## Assignment:
The reply should contain every entry exactly as given, with no pictures in it.

Stored entries:
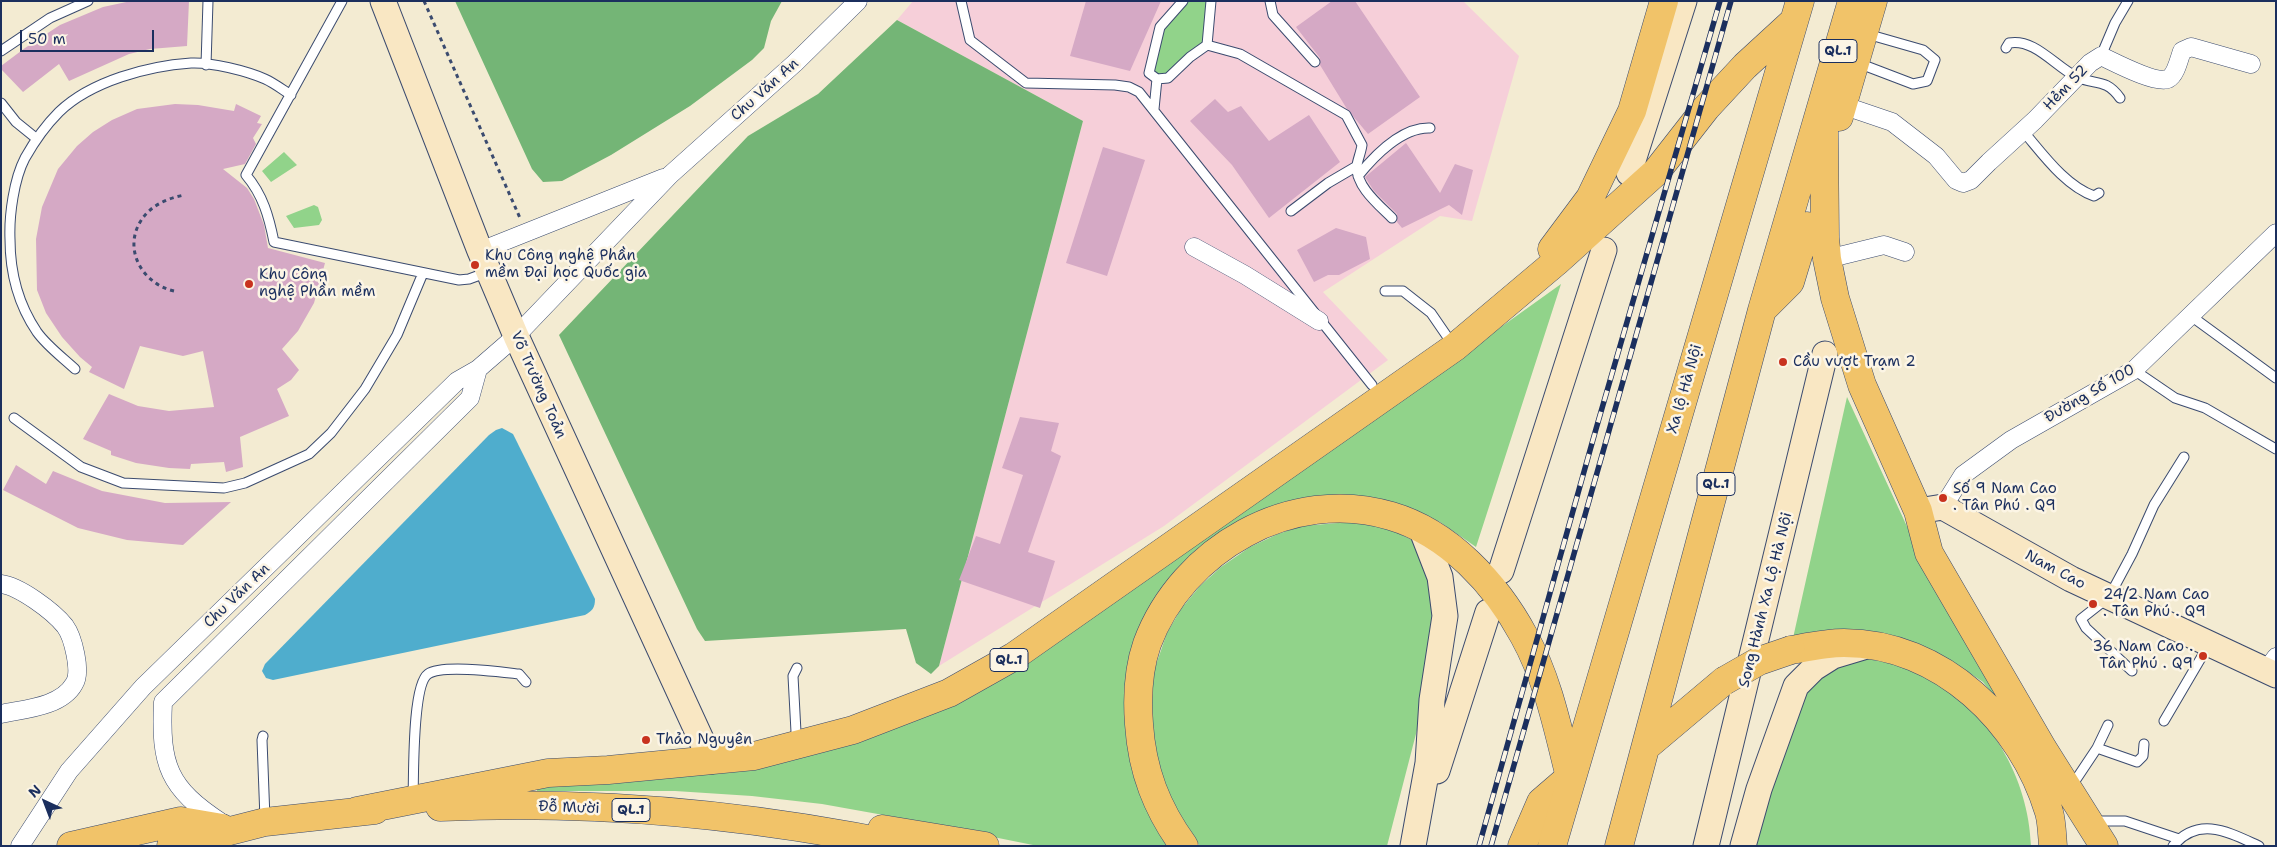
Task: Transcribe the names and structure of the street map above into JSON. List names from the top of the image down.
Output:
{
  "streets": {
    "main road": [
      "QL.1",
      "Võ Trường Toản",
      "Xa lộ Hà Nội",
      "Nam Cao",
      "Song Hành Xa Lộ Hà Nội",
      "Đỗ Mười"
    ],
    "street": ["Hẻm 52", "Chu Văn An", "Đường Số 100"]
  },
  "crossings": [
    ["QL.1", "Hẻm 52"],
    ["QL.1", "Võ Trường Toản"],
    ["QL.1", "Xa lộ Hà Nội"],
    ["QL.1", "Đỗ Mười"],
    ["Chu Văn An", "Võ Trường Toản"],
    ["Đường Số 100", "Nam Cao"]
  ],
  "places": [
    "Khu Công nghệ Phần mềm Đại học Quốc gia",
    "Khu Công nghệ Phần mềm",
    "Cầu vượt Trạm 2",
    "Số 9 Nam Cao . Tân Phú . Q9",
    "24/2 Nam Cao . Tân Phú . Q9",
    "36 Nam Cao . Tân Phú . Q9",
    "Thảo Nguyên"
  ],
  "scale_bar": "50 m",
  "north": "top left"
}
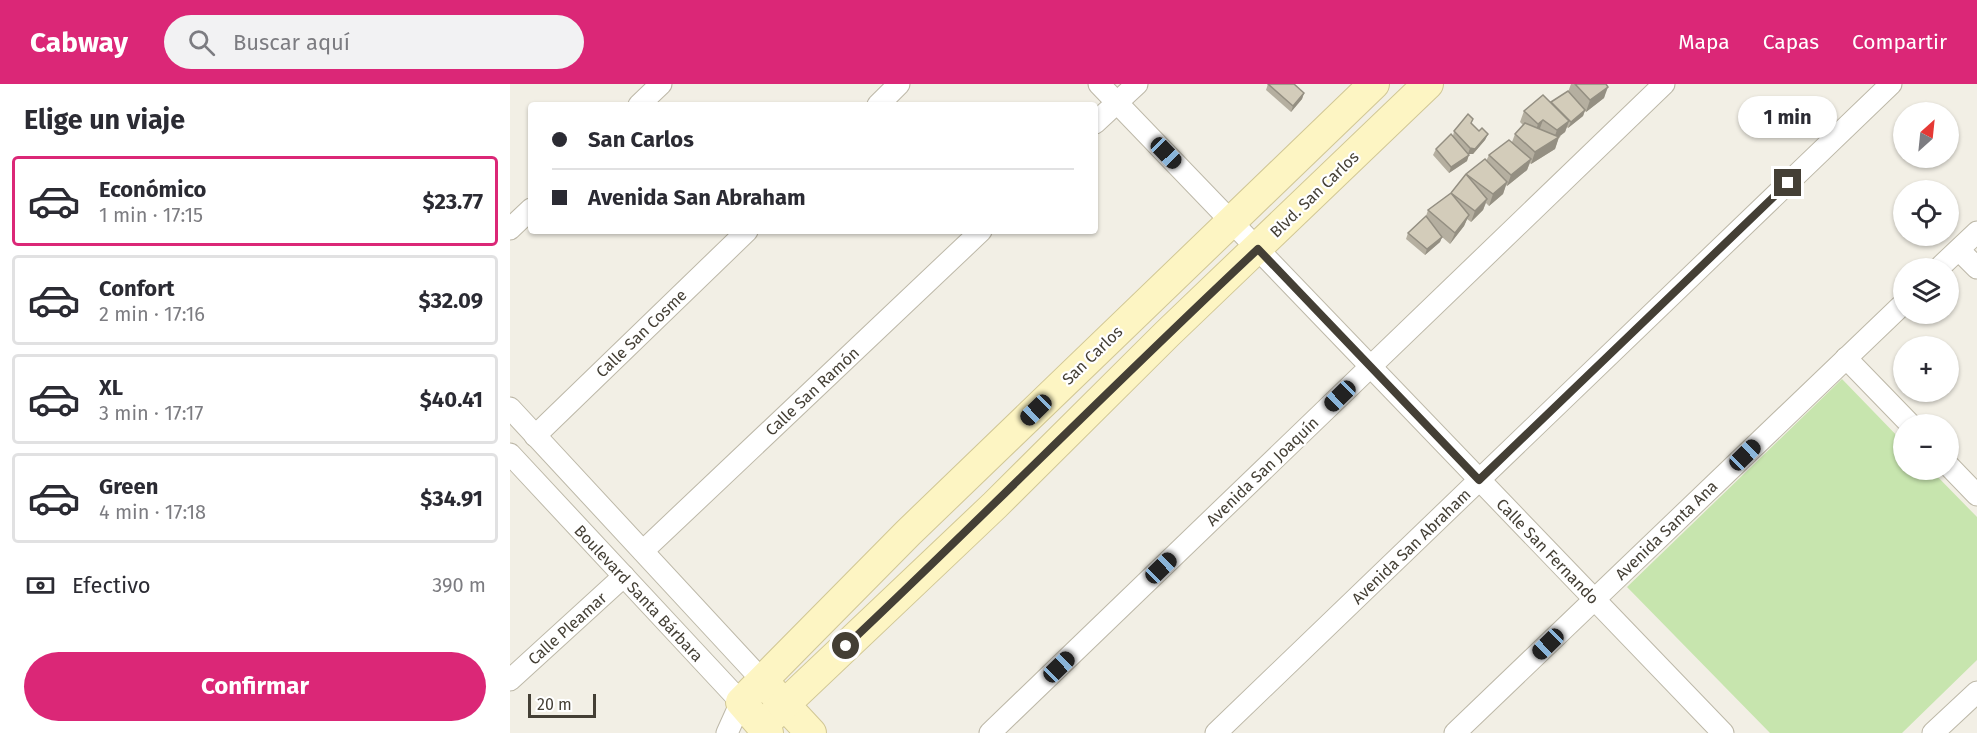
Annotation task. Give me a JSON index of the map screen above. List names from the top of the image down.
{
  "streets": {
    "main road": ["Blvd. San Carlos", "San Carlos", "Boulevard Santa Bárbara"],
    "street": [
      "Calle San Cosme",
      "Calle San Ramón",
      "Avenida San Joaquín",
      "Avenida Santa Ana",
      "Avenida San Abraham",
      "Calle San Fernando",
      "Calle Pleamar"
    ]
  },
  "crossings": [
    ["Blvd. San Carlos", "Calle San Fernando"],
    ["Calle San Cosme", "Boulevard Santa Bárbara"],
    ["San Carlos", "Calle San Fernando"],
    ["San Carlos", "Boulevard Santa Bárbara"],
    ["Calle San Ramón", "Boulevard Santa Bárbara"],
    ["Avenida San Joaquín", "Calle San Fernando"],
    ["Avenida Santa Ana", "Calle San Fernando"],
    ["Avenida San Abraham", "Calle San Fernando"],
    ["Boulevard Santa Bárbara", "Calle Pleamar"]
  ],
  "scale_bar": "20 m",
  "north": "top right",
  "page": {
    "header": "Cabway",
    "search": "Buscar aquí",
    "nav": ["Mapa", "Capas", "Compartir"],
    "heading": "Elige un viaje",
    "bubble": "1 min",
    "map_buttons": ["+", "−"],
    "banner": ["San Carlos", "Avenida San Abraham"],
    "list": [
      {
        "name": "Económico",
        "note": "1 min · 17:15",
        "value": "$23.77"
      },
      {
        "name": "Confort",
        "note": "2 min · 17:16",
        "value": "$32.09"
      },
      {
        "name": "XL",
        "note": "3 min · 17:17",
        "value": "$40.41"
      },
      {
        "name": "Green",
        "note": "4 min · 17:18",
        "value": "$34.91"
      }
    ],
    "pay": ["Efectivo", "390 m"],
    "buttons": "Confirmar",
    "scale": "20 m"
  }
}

## Result below:
Task: Transcribe the names and structure of the street map above into JSON. List names from the top of the image down.
Output:
{
  "streets": {
    "main road": [
      "QL.1",
      "Võ Trường Toản",
      "Xa lộ Hà Nội",
      "Nam Cao",
      "Song Hành Xa Lộ Hà Nội",
      "Đỗ Mười"
    ],
    "street": ["Hẻm 52", "Chu Văn An", "Đường Số 100"]
  },
  "crossings": [
    ["QL.1", "Hẻm 52"],
    ["QL.1", "Võ Trường Toản"],
    ["QL.1", "Xa lộ Hà Nội"],
    ["QL.1", "Đỗ Mười"],
    ["Chu Văn An", "Võ Trường Toản"],
    ["Đường Số 100", "Nam Cao"]
  ],
  "places": [
    "Khu Công nghệ Phần mềm Đại học Quốc gia",
    "Khu Công nghệ Phần mềm",
    "Cầu vượt Trạm 2",
    "Số 9 Nam Cao . Tân Phú . Q9",
    "24/2 Nam Cao . Tân Phú . Q9",
    "36 Nam Cao . Tân Phú . Q9",
    "Thảo Nguyên"
  ],
  "scale_bar": "50 m",
  "north": "top left"
}
Annotation task. Give me a JSON index of the map screen above. List names from the top of the image down.
{
  "streets": {
    "main road": ["Blvd. San Carlos", "San Carlos", "Boulevard Santa Bárbara"],
    "street": [
      "Calle San Cosme",
      "Calle San Ramón",
      "Avenida San Joaquín",
      "Avenida Santa Ana",
      "Avenida San Abraham",
      "Calle San Fernando",
      "Calle Pleamar"
    ]
  },
  "crossings": [
    ["Blvd. San Carlos", "Calle San Fernando"],
    ["Calle San Cosme", "Boulevard Santa Bárbara"],
    ["San Carlos", "Calle San Fernando"],
    ["San Carlos", "Boulevard Santa Bárbara"],
    ["Calle San Ramón", "Boulevard Santa Bárbara"],
    ["Avenida San Joaquín", "Calle San Fernando"],
    ["Avenida Santa Ana", "Calle San Fernando"],
    ["Avenida San Abraham", "Calle San Fernando"],
    ["Boulevard Santa Bárbara", "Calle Pleamar"]
  ],
  "scale_bar": "20 m",
  "north": "top right",
  "page": {
    "header": "Cabway",
    "search": "Buscar aquí",
    "nav": ["Mapa", "Capas", "Compartir"],
    "heading": "Elige un viaje",
    "bubble": "1 min",
    "map_buttons": ["+", "−"],
    "banner": ["San Carlos", "Avenida San Abraham"],
    "list": [
      {
        "name": "Económico",
        "note": "1 min · 17:15",
        "value": "$23.77"
      },
      {
        "name": "Confort",
        "note": "2 min · 17:16",
        "value": "$32.09"
      },
      {
        "name": "XL",
        "note": "3 min · 17:17",
        "value": "$40.41"
      },
      {
        "name": "Green",
        "note": "4 min · 17:18",
        "value": "$34.91"
      }
    ],
    "pay": ["Efectivo", "390 m"],
    "buttons": "Confirmar",
    "scale": "20 m"
  }
}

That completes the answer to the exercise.